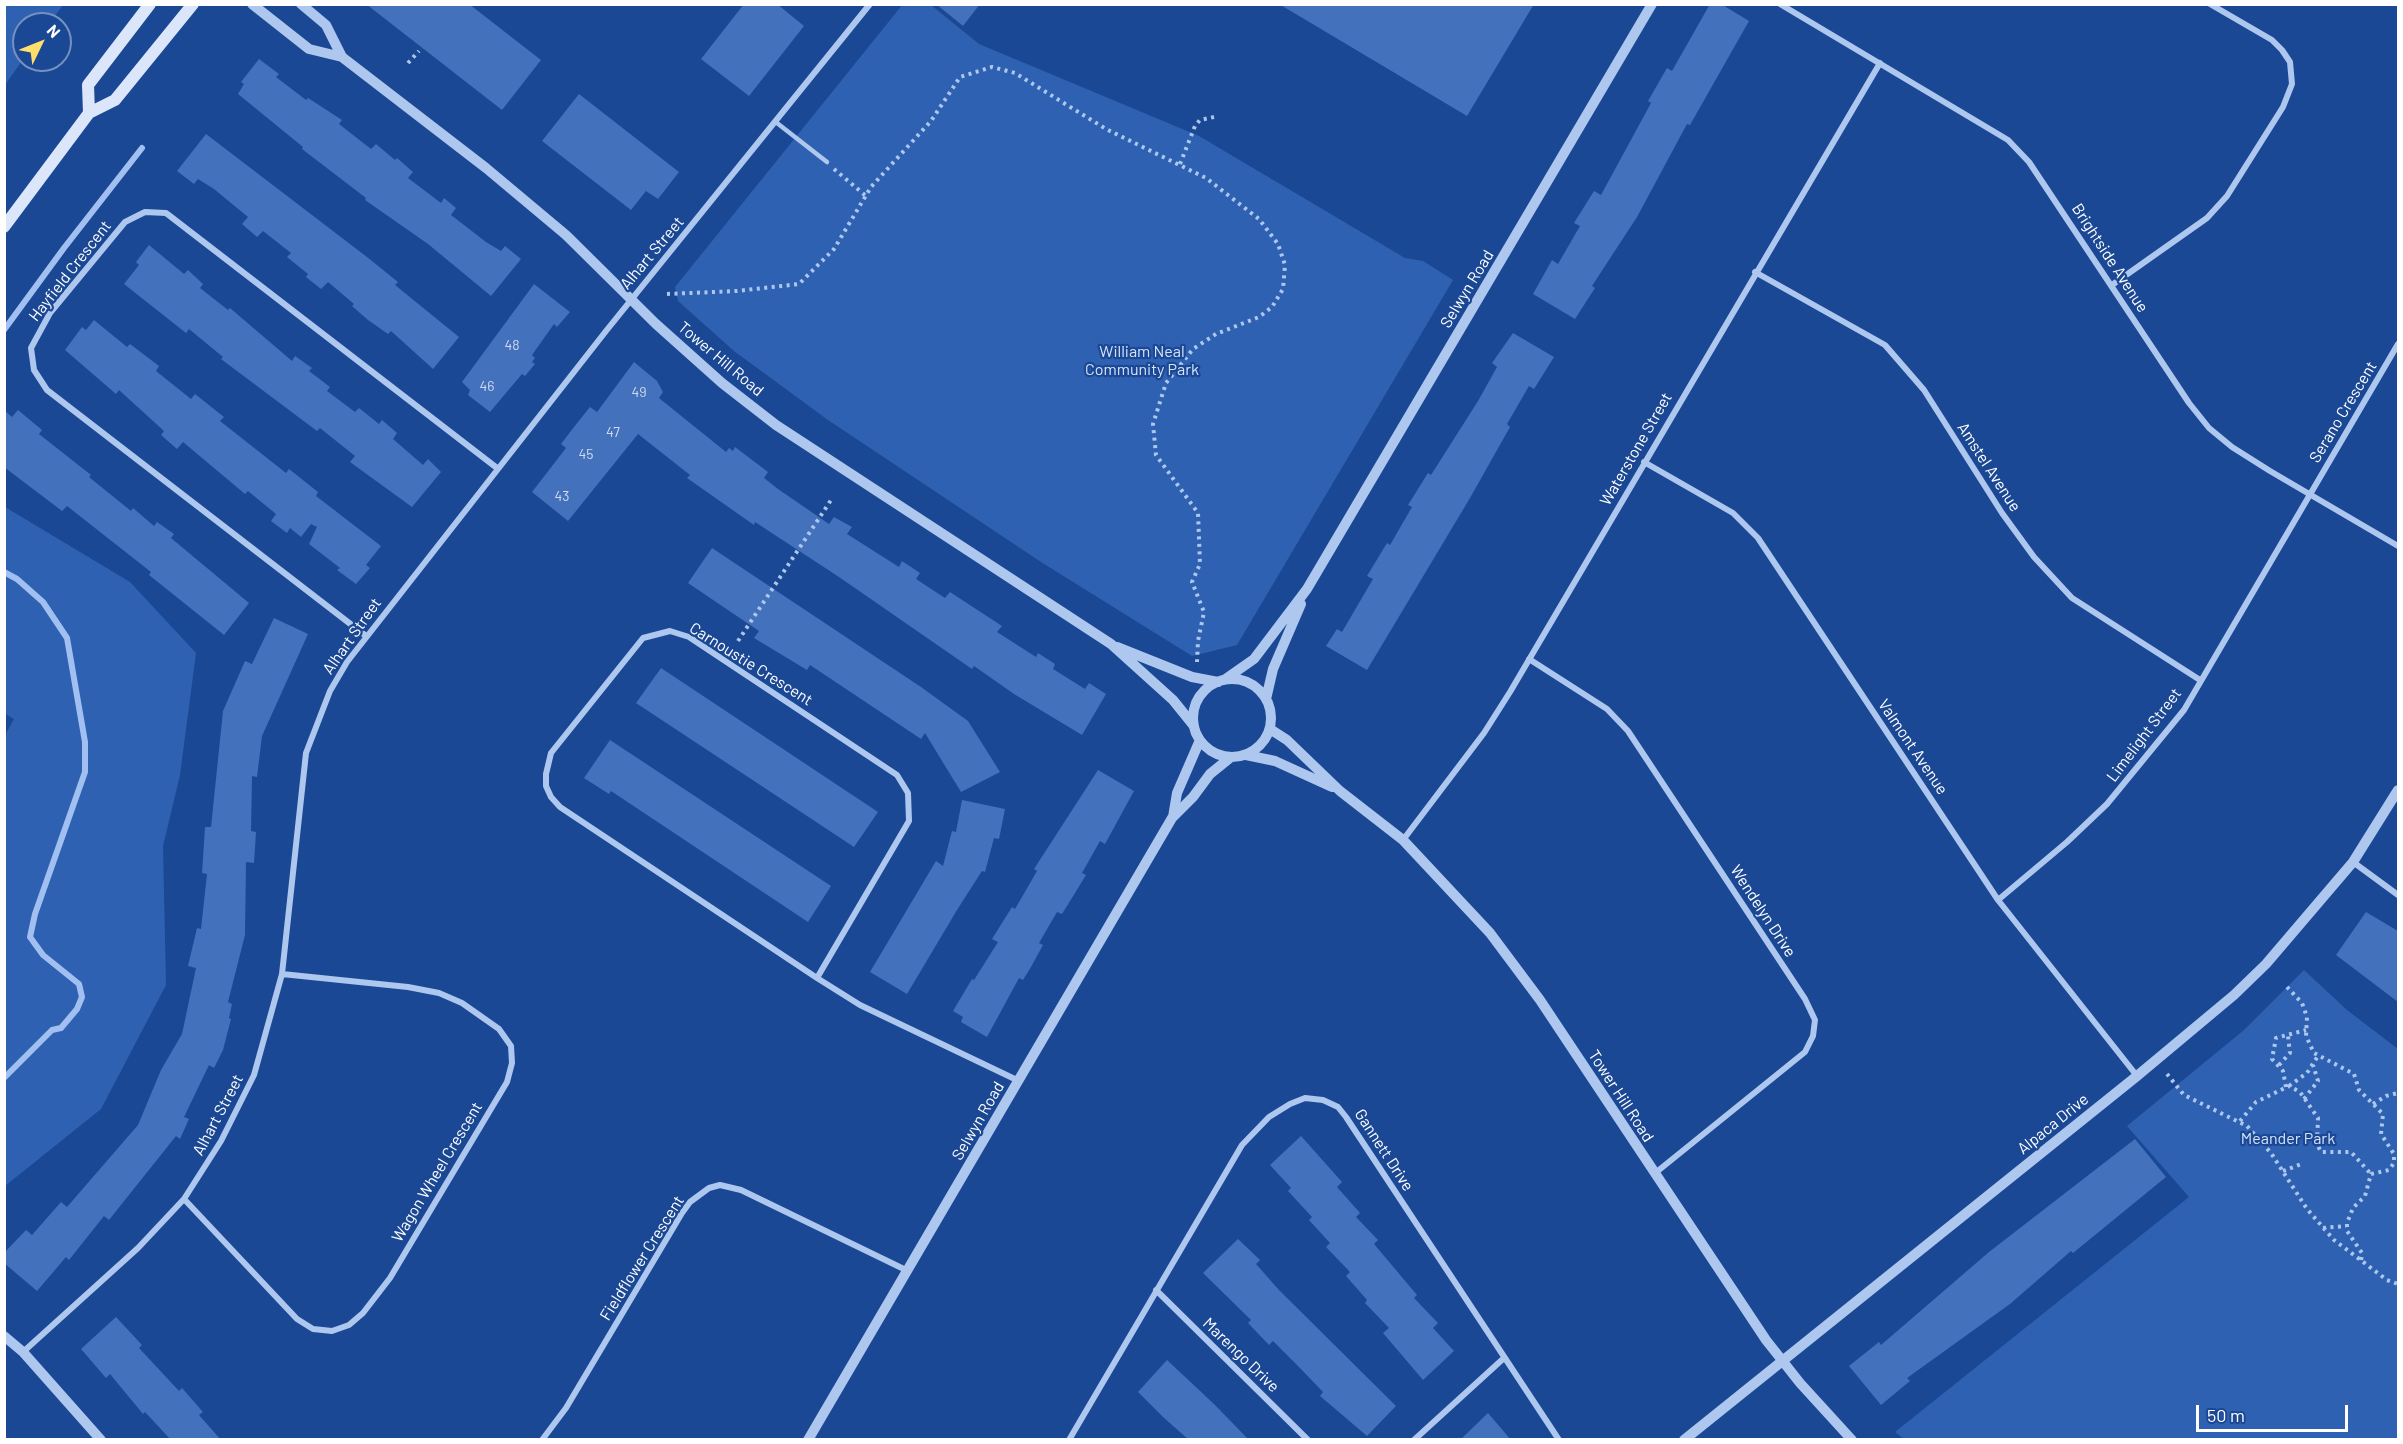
<!DOCTYPE html>
<html>
<head>
<meta charset="utf-8">
<style>
	body { margin:0 }
	#map { position:relative; width:2403px; height:1444px; overflow:hidden; background:#1b4894; font-family:Barlow,sans-serif }
	canvas { display:block }
	.frame { position:absolute; inset:0; border:6px solid #fff; pointer-events:none }
	.north { position:absolute; left:12px; top:12px; width:60px; height:60px; box-sizing:border-box; background:#1b4894; border:2px solid #7691bf; border-radius:50%; rotate:47deg; font-size:16px; font-weight:700; line-height:24px; text-align:center; color:#fff }
	.north::after { content:''; display:block; margin:auto; width:21px; height:27px; background:#ffdf6c; clip-path:polygon(50% 0,100% 100%,50% 72%,0 100%) }
	.scale { position:absolute; left:2196px; top:1405px; width:152px; height:27px; box-sizing:border-box; border:3px solid #fff; border-top:0; padding-left:8px; font-size:18px; line-height:21px; white-space:nowrap; color:#fff; -webkit-text-stroke:4px #1b4894; paint-order:stroke }
</style>
</head>
<body>
<div id="map">
<canvas width="2403" height="1444"></canvas>
<div class="frame"></div>
<div class="north">N</div>
<div class="scale">50 m</div>
</div>
<script>
const c = document.querySelector('canvas').getContext('2d');
c.lineJoin = 'round';
function fillPath(path, color) { c.fillStyle = color; c.fill(path, 'evenodd'); }
const shape = rows => new Path2D(rows.map(r => 'M' + r).join(''));
function stroke(path, color, width, dash) { c.strokeStyle = color; c.lineWidth = width; c.lineCap = dash ? 'butt' : 'round'; c.setLineDash(dash || []); c.stroke(path); }
function write(font, color, halo, rows, align = 'center') {
  c.font = font + ' Barlow,sans-serif'; c.lineWidth = 4.5; c.setLineDash([]); c.textBaseline = 'middle'; c.strokeStyle = halo; c.fillStyle = color; for (const [text, x, y, turn = 0] of rows) {
    c.save(); c.translate(x, y); c.rotate((+turn || 0) * Math.PI / 180); c.textAlign = isNaN(turn) ? turn : align; if (halo) c.strokeText(text, 0, 0); c.fillText(text, 0, 0); c.restore();
  }
}
fillPath(shape([
	[5,4,63,5,49,24,24,24,24,58,5,85],
	[903,4,931,5,979,44,1199,136,1405,258,1423,261,1453,280,1237,645,1192,656,1041,562,828,420,734,351,678,301,675,287],
	[5,507,130,582,196,653,180,775,163,846,166,985,101,1109,5,1186,4,737,14,719,4,713],
	[2304,970,2347,1010,2398,1049,2398,1439,1905,1440,1895,1432,2189,1197,2127,1126,2244,1030]
]), '#2f61b2');
stroke(shape([
	[4,330,64,248,142,148],
	[4,572,17,579,43,602,67,638,85,742,85,772,35,914,30,937,43,955,79,984,82,997,77,1009,61,1028,52,1030,4,1078]
]), '#a1c0f1', 6);
fillPath(shape([
	[366,4,469,4,541,60,502,110],
	[744,4,777,4,804,26,749,96,701,59],
	[936,4,980,4,963,26],
	[1279,4,1534,4,1467,116],
	[1710,4,1721,4,1749,21,1690,125,1687,124,1637,217,1592,286,1595,288,1575,319,1533,294,1552,260,1558,264,1580,226,1574,223,1594,191,1601,195,1651,103,1648,101,1667,68,1672,71],
	[259,59,279,74,276,77,306,100,308,98,342,120,339,124,371,149,376,144,395,160,397,158,413,172,408,178,441,203,444,198,456,208,451,215,486,242,501,251,505,246,521,259,491,296,428,244,365,200,366,198,302,149,303,147,238,94,244,84,241,82],
	[579,94,679,172,658,199,646,191,631,210,542,141],
	[206,134,367,257,398,282,395,285,459,337,433,369,391,331,388,334,368,320,352,306,354,304,328,282,321,289,306,277,308,274,287,257,291,253,263,231,257,237,242,224,248,217,214,189,198,179,194,184,177,171],
	[149,245,184,274,188,270,203,284,200,288,228,310,230,308,292,361,295,356,312,368,309,371,330,387,327,391,355,412,359,408,379,424,382,420,397,433,393,439,423,465,428,459,441,472,412,507,350,462,355,456,320,428,317,431,221,359,223,357,189,329,186,333,124,284,139,265,136,262],
	[534,284,570,312,557,327,554,324,532,355,535,358,532,362,535,364,525,376,522,374,490,412,468,395,470,390,462,382],
	[94,320,127,347,130,344,159,366,156,371,191,399,195,394,224,417,220,421,286,473,289,469,318,492,316,496,381,546,366,565,370,568,356,584,337,570,340,568,309,544,317,527,311,524,301,537,290,528,287,533,271,521,276,514,248,491,245,494,183,442,177,449,161,435,164,431,119,390,116,394,65,350,82,327,86,330],
	[1513,333,1554,357,1534,389,1529,386,1507,424,1510,427,1470,498,1367,670,1326,646,1337,629,1342,632,1373,579,1367,576,1387,543,1390,545,1412,507,1408,505,1428,473,1431,475,1478,401,1497,367,1492,363],
	[634,362,657,381,663,392,659,398,726,452,729,448,733,451,735,447,768,472,764,478,778,489,829,524,834,517,852,527,847,534,899,567,902,561,920,573,916,579,945,598,950,592,1002,626,997,632,1036,657,1038,653,1055,664,1053,669,1085,689,1089,683,1106,694,1082,735,1014,694,974,666,972,669,839,577,755,522,754,525,687,478,690,475,638,434,568,521,532,492,566,448,561,444,574,427,590,407,597,412],
	[4,410,12,417,18,410,42,430,39,434,91,475,89,477,131,511,133,508,154,526,157,522,174,534,171,538,249,603,224,635,149,575,151,572,67,506,62,511,4,467],
	[712,548,921,687,968,721,1000,772,961,792,925,733,921,739,810,665,807,670,754,638,759,631,688,583],
	[274,618,308,634,262,736,257,777,252,776,251,831,256,832,254,863,246,862,245,935,228,1002,232,1004,229,1018,231,1019,223,1050,214,1068,209,1065,184,1117,189,1119,180,1139,176,1136,109,1220,104,1216,69,1260,66,1257,37,1291,4,1263,4,1253,26,1230,32,1235,61,1202,67,1207,138,1125,161,1070,182,1034,196,968,188,966,197,928,201,929,207,874,202,873,205,827,211,827,223,711,245,661,252,664],
	[661,668,878,812,854,847,636,703],
	[610,740,831,886,808,922,611,791,609,794,584,778],
	[1098,770,1134,791,1105,844,1100,841,1082,873,1086,875,1075,893,1062,914,1057,912,1039,943,1043,945,1031,967,1023,980,1019,978,987,1037,961,1022,963,1017,953,1011,972,979,974,980,998,942,992,939,1012,907,1015,909,1037,871,1034,869],
	[962,800,1005,809,999,839,994,838,985,872,982,871,957,910,907,994,870,972,936,861,943,866,952,831,956,832],
	[2366,912,2398,931,2398,1002,2336,955],
	[1301,1136,1342,1182,1337,1187,1360,1213,1356,1217,1378,1240,1374,1244,1417,1295,1414,1298,1438,1323,1433,1328,1454,1351,1423,1380,1383,1333,1389,1328,1365,1303,1367,1300,1346,1276,1350,1272,1326,1247,1330,1243,1309,1220,1312,1217,1288,1191,1291,1188,1270,1165],
	[2135,1139,2166,1177,2073,1253,2071,1251,2010,1304,1907,1378,1910,1381,1881,1405,1849,1366,1879,1342,1881,1345,1989,1252],
	[1238,1239,1260,1260,1256,1264,1279,1290,1396,1406,1367,1436,1320,1396,1323,1392,1299,1367,1273,1341,1269,1345,1248,1323,1251,1320,1203,1273],
	[116,1317,142,1345,139,1348,179,1391,182,1388,203,1412,199,1415,221,1440,171,1440,145,1412,143,1414,110,1374,106,1378,81,1349],
	[1167,1360,1214,1404,1249,1440,1189,1440,1163,1417,1138,1392],
	[1488,1413,1511,1440,1460,1440]
]), '#4471bb');
stroke(shape([
	[408,63,419,51],
	[1180,164,1195,126,1200,120,1214,117],
	[834,169,866,196],
	[667,294,737,291,799,284,834,249,871,187,931,121,960,77,992,67,1015,73,1106,129,1206,178,1259,219,1278,244,1285,265,1283,289,1272,307,1259,317,1216,334,1193,349,1166,383,1153,424,1156,455,1198,513,1200,564,1192,582,1204,612,1198,641,1197,662],
	[738,641,833,497],
	[2287,987,2302,1003,2307,1017,2306,1036,2314,1053,2354,1074,2359,1090,2383,1114,2381,1134,2394,1154,2394,1163,2389,1170,2371,1174,2365,1196,2353,1208,2347,1223,2347,1231,2362,1253,2361,1261],
	[2279,1065,2290,1053,2288,1036],
	[2167,1074,2184,1095,2247,1126,2271,1153,2307,1209,2334,1240,2387,1280,2398,1284],
	[2289,1086,2307,1073,2318,1056],
	[2286,1087,2283,1071,2272,1059,2276,1038,2306,1030],
	[2304,1099,2318,1081,2313,1065],
	[2373,1104,2386,1096,2398,1093],
	[2240,1121,2256,1102,2289,1086,2300,1092,2318,1118,2317,1144,2321,1152,2351,1152,2371,1174],
	[2283,1171,2304,1163],
	[2323,1228,2346,1226]
]), '#adc7ef', 4, [3, 4.5]);
stroke(shape([
	[777,123,827,162]
]), '#adc7ef', 4.5);
stroke(shape([
	[1780,4,2008,140,2029,162,2189,403,2209,428,2232,447,2270,471,2398,546],
	[1755,272,1885,345,1924,390,2002,513,2034,557,2072,598,2200,680],
	[2112,285,2207,218,2227,196,2283,107,2292,84,2290,62,2282,50,2272,40,2210,4],
	[1644,462,1733,513,1758,538,1998,900,2137,1076],
	[366,636,47,390,34,370,31,348,50,313,125,222,145,212,166,213,497,468],
	[1529,659,1607,709,1628,731,1805,999,1815,1020,1813,1036,1805,1052,1654,1174],
	[1403,840,1484,733,1510,692,1880,63],
	[2353,862,2398,895],
	[1998,900,2067,842,2107,804,2184,710,2398,344],
	[817,978,909,821,908,793,897,775,689,637,670,631,643,638,551,753,546,774,546,786,551,797,560,807,817,978,860,1005,1019,1081],
	[184,1199,297,1319,313,1329,332,1331,349,1325,363,1313,390,1278,507,1082,512,1063,511,1046,499,1029,462,1003,439,993,408,987,282,974],
	[1156,1290,1308,1440],
	[23,1352,138,1248,184,1199,221,1141,254,1075,282,974,306,753,330,691,347,662,606,331,870,4],
	[542,1440,566,1408,682,1213,690,1202,709,1188,720,1185,741,1190,908,1271],
	[1069,1440,1242,1145,1269,1117,1290,1104,1305,1098,1323,1100,1338,1107,1346,1117,1559,1440],
	[1414,1440,1504,1358]
]), '#adc7ef', 6);
stroke(shape([
	[252,4,309,49,342,57,486,168,566,235,656,324,722,383,776,425,1111,644,1173,700,1194,726],
	[301,4,326,25,342,57],
	[1117,647,1192,677,1218,682],
	'1193 718a39 39 0 1 1 78 0a39 39 0 1 1-78 0Z',
	[1224,680,1254,659,1307,589,1652,4],
	[1266,699,1273,669,1301,604],
	[1270,729,1287,740,1340,791,1403,840,1490,933,1540,1000,1766,1340,1800,1383,1852,1440],
	[1246,755,1275,761,1332,787],
	[1173,817,1177,793,1200,740],
	[4,1336,23,1352,101,1440],
	[808,1440,1172,818,1193,797,1210,774,1231,757],
	[1684,1440,2137,1076,2234,995,2266,964,2353,862,2398,790]
]), '#adc7ef', 10);
stroke(shape([
	[89,113,88,85,150,4],
	[4,227,89,113,115,100,193,4]
]), '#dbe6fb', 12);
write('14px', '#d0dcee', null, [
	["48",512,345],
	["46",487,386],
	["49",639,392],
	["47",613,432],
	["45",586,454],
	["43",562,496]
]);
write('16px', '#fff', '#1b4894', [
	["Alhart Street",652,253,-50],
	["Brightside Avenue",2110,258,57],
	["Hayfield Crescent",70,271,-52],
	["Selwyn Road",1467,289,-59],
	["Tower Hill Road",721,359,40],
	["Serano Crescent",2343,412,-59],
	["Waterstone Street",1636,449,-60],
	["Amstel Avenue",1989,467,57],
	["Alhart Street",352,636,-55],
	["Carnoustie Crescent",751,664,32],
	["Limelight Street",2144,735,-53],
	["Valmont Avenue",1913,747,56],
	["Wendelyn Drive",1763,911,57],
	["Tower Hill Road",1621,1096,57],
	["Alhart Street",218,1115,-62],
	["Selwyn Road",978,1121,-60],
	["Alpaca Drive",2053,1124,-39],
	["Gannett Drive",1384,1150,57],
	["Wagon Wheel Crescent",437,1172,-59],
	["Fieldflower Crescent",642,1258,-58],
	["Marengo Drive",1241,1355,44]
]);
write('16px', '#d4e3fb', '#1b4894', [
	["William Neal",1142,352],
	["Community Park",1142,370],
	["Meander Park",2288,1139]
]);
</script>
</body>
</html>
◆ ◆ ◆ ◆
WORK REQUIRED:
Go from the first line of the listing to the line holding "const shape = rows" and, please, transcribe those lines exactly, both included, with no pictures.

RESPONSE AREA:
<!DOCTYPE html>
<html>
<head>
<meta charset="utf-8">
<style>
	body { margin:0 }
	#map { position:relative; width:2403px; height:1444px; overflow:hidden; background:#1b4894; font-family:Barlow,sans-serif }
	canvas { display:block }
	.frame { position:absolute; inset:0; border:6px solid #fff; pointer-events:none }
	.north { position:absolute; left:12px; top:12px; width:60px; height:60px; box-sizing:border-box; background:#1b4894; border:2px solid #7691bf; border-radius:50%; rotate:47deg; font-size:16px; font-weight:700; line-height:24px; text-align:center; color:#fff }
	.north::after { content:''; display:block; margin:auto; width:21px; height:27px; background:#ffdf6c; clip-path:polygon(50% 0,100% 100%,50% 72%,0 100%) }
	.scale { position:absolute; left:2196px; top:1405px; width:152px; height:27px; box-sizing:border-box; border:3px solid #fff; border-top:0; padding-left:8px; font-size:18px; line-height:21px; white-space:nowrap; color:#fff; -webkit-text-stroke:4px #1b4894; paint-order:stroke }
</style>
</head>
<body>
<div id="map">
<canvas width="2403" height="1444"></canvas>
<div class="frame"></div>
<div class="north">N</div>
<div class="scale">50 m</div>
</div>
<script>
const c = document.querySelector('canvas').getContext('2d');
c.lineJoin = 'round';
function fillPath(path, color) { c.fillStyle = color; c.fill(path, 'evenodd'); }
const shape = rows => new Path2D(rows.map(r => 'M' + r).join(''));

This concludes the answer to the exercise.